DATA FOR ANALYSIS:

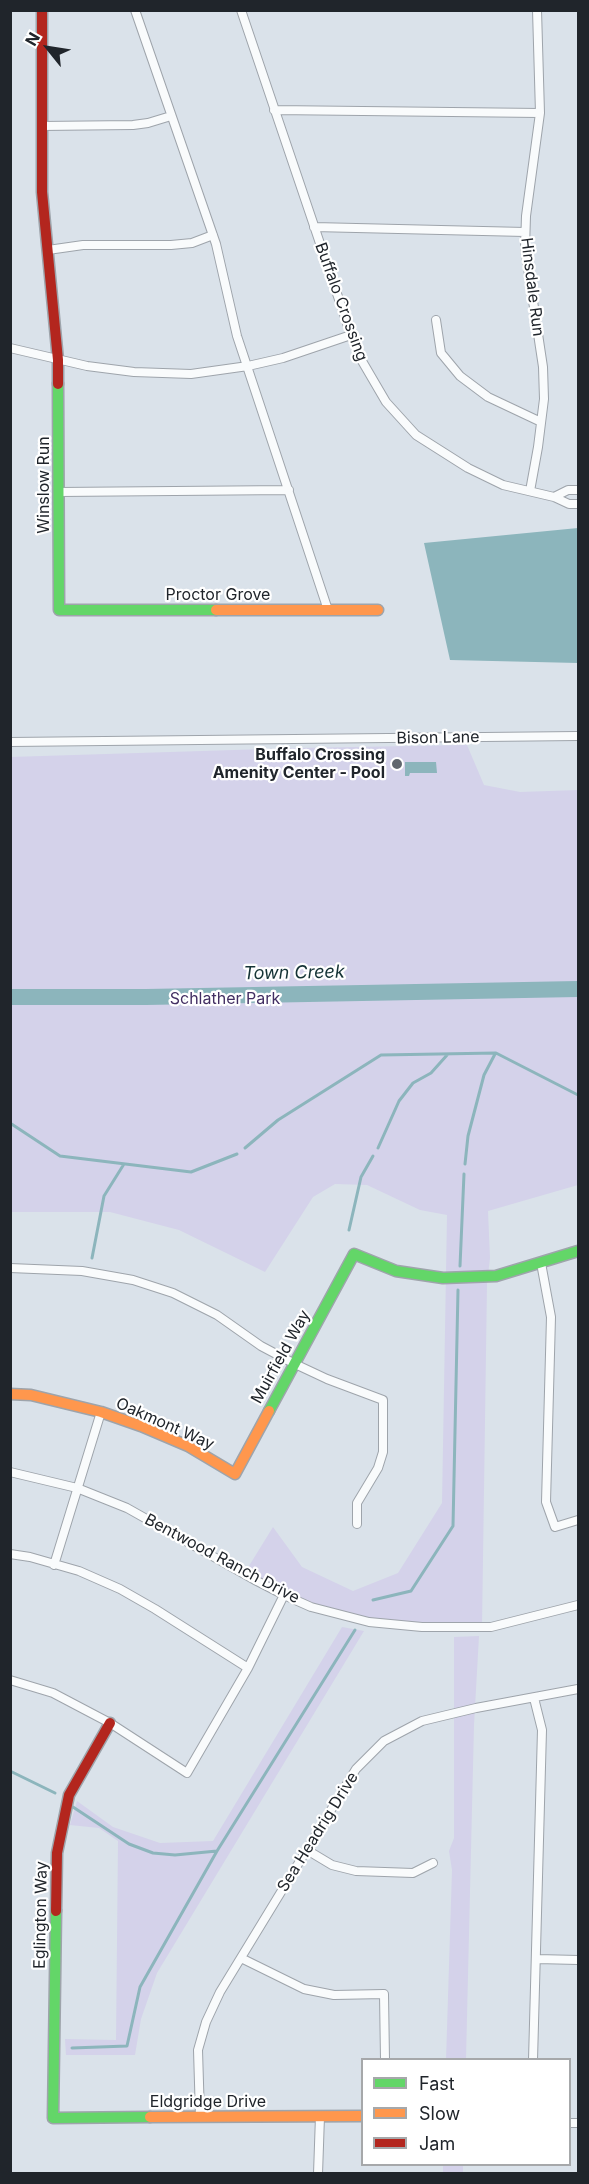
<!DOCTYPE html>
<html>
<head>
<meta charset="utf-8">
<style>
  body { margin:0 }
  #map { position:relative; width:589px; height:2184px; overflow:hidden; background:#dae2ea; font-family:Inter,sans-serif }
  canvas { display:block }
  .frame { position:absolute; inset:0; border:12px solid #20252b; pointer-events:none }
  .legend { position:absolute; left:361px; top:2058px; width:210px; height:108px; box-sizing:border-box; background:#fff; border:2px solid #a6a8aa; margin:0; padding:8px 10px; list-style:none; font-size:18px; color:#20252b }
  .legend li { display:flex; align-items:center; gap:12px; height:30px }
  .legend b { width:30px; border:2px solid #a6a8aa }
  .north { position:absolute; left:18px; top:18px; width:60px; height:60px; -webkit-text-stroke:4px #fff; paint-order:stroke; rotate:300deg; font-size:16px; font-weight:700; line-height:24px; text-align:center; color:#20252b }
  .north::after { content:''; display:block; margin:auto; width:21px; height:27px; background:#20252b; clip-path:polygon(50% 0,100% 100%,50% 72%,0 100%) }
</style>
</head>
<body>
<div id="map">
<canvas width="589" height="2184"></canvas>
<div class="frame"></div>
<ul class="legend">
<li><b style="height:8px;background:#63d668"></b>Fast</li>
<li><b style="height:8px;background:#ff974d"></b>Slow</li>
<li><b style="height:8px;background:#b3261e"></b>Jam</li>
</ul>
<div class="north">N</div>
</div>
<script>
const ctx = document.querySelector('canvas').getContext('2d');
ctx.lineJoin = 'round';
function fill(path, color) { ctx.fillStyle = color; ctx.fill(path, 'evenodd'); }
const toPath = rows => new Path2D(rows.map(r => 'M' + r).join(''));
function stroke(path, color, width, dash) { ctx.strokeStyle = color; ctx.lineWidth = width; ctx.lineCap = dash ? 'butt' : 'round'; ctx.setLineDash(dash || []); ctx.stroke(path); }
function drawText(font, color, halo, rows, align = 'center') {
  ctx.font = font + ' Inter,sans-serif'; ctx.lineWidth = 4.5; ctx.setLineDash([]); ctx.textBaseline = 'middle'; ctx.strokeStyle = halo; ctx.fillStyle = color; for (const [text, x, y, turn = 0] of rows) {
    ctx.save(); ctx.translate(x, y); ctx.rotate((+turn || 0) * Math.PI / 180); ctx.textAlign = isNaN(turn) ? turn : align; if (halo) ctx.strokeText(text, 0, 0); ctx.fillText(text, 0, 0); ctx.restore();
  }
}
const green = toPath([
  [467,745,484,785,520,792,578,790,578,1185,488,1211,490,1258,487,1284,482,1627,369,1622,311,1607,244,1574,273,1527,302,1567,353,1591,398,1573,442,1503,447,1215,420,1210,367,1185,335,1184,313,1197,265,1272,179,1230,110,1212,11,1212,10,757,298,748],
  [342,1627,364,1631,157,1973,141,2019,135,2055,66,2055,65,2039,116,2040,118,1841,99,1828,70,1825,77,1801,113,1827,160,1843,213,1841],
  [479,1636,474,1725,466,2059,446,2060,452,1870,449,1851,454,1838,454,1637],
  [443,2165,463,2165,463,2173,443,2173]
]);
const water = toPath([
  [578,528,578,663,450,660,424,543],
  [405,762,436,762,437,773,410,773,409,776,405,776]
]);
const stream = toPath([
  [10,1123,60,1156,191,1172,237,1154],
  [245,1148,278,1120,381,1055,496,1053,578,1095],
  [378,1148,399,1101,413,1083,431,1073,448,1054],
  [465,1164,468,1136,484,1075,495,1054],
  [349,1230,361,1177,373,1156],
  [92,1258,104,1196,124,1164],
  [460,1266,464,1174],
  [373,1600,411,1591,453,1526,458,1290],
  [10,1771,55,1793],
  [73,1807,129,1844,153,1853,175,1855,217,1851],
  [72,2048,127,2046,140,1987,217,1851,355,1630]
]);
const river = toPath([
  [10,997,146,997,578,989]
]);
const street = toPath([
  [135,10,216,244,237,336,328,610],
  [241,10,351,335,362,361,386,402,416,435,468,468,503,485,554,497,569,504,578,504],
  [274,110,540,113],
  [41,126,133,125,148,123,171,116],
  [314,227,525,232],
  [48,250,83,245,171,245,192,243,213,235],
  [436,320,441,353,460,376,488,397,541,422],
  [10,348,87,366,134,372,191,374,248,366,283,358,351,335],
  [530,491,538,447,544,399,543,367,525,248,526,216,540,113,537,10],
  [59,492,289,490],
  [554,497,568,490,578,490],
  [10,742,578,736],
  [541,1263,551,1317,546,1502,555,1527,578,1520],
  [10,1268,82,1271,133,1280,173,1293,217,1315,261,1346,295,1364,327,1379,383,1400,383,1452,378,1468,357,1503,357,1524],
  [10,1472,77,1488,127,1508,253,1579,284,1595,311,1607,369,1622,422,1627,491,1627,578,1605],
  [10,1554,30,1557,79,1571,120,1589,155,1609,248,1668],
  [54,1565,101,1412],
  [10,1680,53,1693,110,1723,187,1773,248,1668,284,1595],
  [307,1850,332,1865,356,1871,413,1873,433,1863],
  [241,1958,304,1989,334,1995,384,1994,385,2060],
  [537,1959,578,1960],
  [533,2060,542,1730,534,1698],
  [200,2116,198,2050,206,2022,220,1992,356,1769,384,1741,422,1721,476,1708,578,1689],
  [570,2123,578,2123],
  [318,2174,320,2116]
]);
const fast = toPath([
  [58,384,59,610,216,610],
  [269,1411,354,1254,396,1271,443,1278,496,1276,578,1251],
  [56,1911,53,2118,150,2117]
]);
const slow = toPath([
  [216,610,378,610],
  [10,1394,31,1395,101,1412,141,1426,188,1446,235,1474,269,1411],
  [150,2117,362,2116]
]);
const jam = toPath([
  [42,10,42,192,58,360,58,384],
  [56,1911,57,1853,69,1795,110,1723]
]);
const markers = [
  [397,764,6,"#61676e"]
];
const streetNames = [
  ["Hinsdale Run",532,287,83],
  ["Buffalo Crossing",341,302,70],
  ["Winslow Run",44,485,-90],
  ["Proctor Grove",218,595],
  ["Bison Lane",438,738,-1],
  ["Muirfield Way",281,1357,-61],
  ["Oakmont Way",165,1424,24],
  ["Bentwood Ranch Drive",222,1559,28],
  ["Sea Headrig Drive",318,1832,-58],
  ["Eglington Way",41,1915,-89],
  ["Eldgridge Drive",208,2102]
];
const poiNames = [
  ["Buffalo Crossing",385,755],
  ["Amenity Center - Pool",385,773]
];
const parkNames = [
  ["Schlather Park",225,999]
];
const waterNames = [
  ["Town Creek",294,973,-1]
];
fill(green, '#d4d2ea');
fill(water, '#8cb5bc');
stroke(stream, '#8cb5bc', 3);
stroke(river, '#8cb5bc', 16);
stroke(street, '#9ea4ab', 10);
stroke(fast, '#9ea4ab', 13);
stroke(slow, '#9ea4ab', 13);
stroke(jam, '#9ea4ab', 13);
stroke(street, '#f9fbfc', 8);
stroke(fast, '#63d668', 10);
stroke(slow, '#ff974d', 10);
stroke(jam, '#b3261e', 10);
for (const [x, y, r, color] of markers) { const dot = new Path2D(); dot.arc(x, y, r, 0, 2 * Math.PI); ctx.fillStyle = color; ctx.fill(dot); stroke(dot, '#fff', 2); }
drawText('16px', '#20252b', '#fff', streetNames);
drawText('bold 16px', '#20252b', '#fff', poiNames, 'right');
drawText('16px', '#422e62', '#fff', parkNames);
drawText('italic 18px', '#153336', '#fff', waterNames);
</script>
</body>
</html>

REQUIREMENT:
Looking at the records above, which lines contain "strokeStyle"? Copy those lines.

RESPONSE BOX:
function stroke(path, color, width, dash) { ctx.strokeStyle = color; ctx.lineWidth = width; ctx.lineCap = dash ? 'butt' : 'round'; ctx.setLineDash(dash || []); ctx.stroke(path); }
  ctx.font = font + ' Inter,sans-serif'; ctx.lineWidth = 4.5; ctx.setLineDash([]); ctx.textBaseline = 'middle'; ctx.strokeStyle = halo; ctx.fillStyle = color; for (const [text, x, y, turn = 0] of rows) {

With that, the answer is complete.